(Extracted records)
○ ○ ○ ○ ○

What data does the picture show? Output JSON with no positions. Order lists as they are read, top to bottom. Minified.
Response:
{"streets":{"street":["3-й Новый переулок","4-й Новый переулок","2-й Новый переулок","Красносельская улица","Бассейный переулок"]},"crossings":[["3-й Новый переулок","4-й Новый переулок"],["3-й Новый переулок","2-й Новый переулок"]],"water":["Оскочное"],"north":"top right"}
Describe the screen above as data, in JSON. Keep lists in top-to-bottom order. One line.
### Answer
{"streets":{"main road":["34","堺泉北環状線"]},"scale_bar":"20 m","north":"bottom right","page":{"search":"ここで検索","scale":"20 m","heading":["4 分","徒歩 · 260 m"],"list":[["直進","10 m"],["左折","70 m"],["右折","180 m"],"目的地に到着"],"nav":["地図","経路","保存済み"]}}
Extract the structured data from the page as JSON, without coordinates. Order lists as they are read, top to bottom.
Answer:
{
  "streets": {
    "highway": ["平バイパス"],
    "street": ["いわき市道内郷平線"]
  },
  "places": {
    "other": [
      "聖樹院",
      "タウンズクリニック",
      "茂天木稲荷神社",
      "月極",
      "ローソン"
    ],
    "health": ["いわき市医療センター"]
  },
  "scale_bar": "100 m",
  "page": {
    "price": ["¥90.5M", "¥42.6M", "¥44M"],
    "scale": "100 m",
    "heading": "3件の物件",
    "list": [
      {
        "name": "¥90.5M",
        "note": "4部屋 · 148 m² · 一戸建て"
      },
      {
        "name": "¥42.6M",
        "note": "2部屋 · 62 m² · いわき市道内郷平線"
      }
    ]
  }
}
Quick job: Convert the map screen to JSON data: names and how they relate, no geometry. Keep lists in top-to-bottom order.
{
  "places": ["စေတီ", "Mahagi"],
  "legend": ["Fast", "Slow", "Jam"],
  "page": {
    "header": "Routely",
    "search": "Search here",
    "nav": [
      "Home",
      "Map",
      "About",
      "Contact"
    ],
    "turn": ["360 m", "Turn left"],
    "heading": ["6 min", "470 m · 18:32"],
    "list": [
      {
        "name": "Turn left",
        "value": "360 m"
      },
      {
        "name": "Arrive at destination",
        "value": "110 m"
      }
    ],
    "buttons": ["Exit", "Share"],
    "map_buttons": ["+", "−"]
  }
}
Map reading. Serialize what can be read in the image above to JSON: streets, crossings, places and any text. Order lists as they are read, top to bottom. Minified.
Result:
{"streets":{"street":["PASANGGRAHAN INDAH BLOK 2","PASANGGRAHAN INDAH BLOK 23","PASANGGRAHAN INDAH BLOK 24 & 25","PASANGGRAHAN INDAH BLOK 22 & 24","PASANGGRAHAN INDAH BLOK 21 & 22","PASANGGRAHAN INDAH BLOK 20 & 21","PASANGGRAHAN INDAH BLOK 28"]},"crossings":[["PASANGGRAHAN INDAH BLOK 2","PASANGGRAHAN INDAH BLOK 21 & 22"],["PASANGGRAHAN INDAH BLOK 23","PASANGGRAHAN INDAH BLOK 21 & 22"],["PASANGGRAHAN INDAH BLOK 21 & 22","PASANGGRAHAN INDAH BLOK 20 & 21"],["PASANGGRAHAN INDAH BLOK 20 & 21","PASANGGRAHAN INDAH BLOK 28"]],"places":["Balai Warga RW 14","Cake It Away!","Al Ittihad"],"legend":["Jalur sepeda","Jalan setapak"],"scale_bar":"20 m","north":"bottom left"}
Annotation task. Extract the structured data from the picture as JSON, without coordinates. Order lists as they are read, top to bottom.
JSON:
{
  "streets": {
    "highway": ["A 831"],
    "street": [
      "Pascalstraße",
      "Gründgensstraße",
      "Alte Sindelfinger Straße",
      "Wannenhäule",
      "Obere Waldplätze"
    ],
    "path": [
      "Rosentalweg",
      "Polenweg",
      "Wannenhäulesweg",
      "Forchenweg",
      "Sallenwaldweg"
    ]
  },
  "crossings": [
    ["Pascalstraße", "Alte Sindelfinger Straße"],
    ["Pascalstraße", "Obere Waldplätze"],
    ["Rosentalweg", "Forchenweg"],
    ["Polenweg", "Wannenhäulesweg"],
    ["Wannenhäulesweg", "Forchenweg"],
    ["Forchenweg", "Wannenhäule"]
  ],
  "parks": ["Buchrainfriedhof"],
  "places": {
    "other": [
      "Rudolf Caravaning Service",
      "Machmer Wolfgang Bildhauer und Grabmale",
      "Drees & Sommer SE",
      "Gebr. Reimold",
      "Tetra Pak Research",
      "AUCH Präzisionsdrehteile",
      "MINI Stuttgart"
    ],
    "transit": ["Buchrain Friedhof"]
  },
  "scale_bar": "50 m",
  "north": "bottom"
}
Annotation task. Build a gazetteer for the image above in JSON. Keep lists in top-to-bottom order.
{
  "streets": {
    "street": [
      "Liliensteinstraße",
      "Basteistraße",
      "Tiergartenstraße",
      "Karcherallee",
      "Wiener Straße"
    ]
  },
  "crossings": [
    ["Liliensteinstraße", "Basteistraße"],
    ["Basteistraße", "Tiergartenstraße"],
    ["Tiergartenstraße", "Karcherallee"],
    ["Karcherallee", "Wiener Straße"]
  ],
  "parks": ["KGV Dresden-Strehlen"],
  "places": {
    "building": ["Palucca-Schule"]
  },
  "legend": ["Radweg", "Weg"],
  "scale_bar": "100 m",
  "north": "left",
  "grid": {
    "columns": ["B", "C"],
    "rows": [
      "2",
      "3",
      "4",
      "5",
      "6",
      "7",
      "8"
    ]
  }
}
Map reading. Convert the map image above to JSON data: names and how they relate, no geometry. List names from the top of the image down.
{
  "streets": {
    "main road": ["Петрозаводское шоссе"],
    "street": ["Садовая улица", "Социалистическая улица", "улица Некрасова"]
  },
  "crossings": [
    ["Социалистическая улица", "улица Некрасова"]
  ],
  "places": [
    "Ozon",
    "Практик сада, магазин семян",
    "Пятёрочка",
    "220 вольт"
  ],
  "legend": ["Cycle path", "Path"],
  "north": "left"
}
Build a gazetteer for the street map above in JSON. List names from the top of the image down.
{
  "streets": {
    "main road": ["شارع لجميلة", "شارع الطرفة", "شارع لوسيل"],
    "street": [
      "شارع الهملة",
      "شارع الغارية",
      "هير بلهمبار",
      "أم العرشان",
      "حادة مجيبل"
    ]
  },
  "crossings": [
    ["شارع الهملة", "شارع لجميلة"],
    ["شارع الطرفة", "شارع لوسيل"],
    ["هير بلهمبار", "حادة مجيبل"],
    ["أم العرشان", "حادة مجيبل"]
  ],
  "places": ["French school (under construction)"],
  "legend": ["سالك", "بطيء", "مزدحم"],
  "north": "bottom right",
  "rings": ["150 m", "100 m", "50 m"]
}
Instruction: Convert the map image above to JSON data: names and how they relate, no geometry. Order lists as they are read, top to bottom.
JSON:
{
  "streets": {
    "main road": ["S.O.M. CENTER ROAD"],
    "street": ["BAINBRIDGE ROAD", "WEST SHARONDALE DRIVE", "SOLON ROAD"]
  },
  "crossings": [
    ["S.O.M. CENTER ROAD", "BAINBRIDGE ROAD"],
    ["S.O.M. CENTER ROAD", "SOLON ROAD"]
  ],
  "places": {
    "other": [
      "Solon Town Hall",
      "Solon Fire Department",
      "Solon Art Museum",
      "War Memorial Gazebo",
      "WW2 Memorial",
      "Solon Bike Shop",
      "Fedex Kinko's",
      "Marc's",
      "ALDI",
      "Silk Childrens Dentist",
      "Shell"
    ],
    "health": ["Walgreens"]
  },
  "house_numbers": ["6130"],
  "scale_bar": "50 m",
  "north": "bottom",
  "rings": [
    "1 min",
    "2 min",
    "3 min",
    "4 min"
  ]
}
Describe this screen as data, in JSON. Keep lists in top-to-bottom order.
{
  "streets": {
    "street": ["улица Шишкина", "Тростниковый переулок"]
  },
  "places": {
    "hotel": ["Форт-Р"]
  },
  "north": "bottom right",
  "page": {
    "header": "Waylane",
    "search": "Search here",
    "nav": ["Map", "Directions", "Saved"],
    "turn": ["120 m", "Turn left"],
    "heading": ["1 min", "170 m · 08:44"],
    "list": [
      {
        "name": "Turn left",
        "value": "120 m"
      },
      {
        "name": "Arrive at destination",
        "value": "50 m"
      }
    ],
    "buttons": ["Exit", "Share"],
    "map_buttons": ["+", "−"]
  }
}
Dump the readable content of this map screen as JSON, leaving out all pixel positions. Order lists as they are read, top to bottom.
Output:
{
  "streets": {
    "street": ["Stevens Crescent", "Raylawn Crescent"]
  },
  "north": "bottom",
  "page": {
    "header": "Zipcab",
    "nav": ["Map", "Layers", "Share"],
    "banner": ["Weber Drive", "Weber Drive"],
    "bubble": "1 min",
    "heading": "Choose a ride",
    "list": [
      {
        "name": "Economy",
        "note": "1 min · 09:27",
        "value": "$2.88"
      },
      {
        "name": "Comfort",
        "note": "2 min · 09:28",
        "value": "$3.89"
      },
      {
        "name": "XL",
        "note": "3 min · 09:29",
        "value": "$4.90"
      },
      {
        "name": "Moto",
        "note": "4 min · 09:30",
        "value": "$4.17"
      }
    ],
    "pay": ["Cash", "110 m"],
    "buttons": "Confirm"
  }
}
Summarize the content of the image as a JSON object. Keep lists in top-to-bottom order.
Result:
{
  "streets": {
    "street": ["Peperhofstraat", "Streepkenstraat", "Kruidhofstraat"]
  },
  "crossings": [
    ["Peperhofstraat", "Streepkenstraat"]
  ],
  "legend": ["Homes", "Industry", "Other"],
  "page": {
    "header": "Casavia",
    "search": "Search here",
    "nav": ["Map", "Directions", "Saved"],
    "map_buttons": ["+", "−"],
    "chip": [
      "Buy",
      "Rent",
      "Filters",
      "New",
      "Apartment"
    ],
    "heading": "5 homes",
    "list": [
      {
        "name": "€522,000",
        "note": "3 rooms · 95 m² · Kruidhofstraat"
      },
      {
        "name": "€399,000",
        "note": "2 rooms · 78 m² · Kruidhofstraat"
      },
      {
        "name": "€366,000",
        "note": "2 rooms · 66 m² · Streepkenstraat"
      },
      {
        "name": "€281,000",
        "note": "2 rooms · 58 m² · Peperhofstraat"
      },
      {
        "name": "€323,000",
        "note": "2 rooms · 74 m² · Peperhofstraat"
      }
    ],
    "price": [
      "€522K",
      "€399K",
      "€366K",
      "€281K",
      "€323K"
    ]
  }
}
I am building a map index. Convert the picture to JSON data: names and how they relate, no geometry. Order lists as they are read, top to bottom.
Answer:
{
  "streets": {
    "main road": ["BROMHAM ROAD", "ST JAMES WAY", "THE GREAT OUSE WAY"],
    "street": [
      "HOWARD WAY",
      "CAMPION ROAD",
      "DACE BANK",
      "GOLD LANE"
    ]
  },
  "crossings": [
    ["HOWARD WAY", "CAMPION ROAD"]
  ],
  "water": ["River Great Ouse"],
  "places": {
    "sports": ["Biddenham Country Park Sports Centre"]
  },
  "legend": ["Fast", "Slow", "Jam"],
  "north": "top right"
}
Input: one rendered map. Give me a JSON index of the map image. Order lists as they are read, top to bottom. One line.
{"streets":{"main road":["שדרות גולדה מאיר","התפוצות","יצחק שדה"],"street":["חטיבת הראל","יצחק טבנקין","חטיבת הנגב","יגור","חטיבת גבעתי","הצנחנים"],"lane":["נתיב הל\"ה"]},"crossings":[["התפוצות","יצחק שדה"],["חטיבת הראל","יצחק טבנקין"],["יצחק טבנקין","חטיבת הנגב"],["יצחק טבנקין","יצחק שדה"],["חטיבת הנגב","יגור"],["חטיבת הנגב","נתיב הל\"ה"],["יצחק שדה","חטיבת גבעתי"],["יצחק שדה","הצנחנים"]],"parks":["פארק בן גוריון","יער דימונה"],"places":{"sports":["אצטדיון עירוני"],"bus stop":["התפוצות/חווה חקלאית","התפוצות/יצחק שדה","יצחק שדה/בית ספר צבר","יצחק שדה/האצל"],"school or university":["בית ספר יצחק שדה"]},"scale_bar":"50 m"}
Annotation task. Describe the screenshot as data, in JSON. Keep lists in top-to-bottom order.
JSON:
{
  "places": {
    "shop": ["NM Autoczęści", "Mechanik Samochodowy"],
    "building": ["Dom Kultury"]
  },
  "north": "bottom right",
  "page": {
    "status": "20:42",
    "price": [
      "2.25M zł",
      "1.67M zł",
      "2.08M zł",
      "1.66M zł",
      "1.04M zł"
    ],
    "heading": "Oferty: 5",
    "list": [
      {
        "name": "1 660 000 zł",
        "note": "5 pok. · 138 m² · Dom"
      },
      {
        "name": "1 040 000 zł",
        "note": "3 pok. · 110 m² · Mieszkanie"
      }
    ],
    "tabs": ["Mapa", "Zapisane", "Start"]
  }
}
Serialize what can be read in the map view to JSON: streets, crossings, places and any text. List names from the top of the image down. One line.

○ ○ ○ ○ ○

**Work order**
All lines above between those holding "Input: one rendered" and "Annotation task. Describe", inclusive, must be set down unchanged, and no other line may be included.

**Output for this exercise**
Input: one rendered map. Give me a JSON index of the map image. Order lists as they are read, top to bottom. One line.
{"streets":{"main road":["שדרות גולדה מאיר","התפוצות","יצחק שדה"],"street":["חטיבת הראל","יצחק טבנקין","חטיבת הנגב","יגור","חטיבת גבעתי","הצנחנים"],"lane":["נתיב הל\"ה"]},"crossings":[["התפוצות","יצחק שדה"],["חטיבת הראל","יצחק טבנקין"],["יצחק טבנקין","חטיבת הנגב"],["יצחק טבנקין","יצחק שדה"],["חטיבת הנגב","יגור"],["חטיבת הנגב","נתיב הל\"ה"],["יצחק שדה","חטיבת גבעתי"],["יצחק שדה","הצנחנים"]],"parks":["פארק בן גוריון","יער דימונה"],"places":{"sports":["אצטדיון עירוני"],"bus stop":["התפוצות/חווה חקלאית","התפוצות/יצחק שדה","יצחק שדה/בית ספר צבר","יצחק שדה/האצל"],"school or university":["בית ספר יצחק שדה"]},"scale_bar":"50 m"}
Annotation task. Describe the screenshot as data, in JSON. Keep lists in top-to-bottom order.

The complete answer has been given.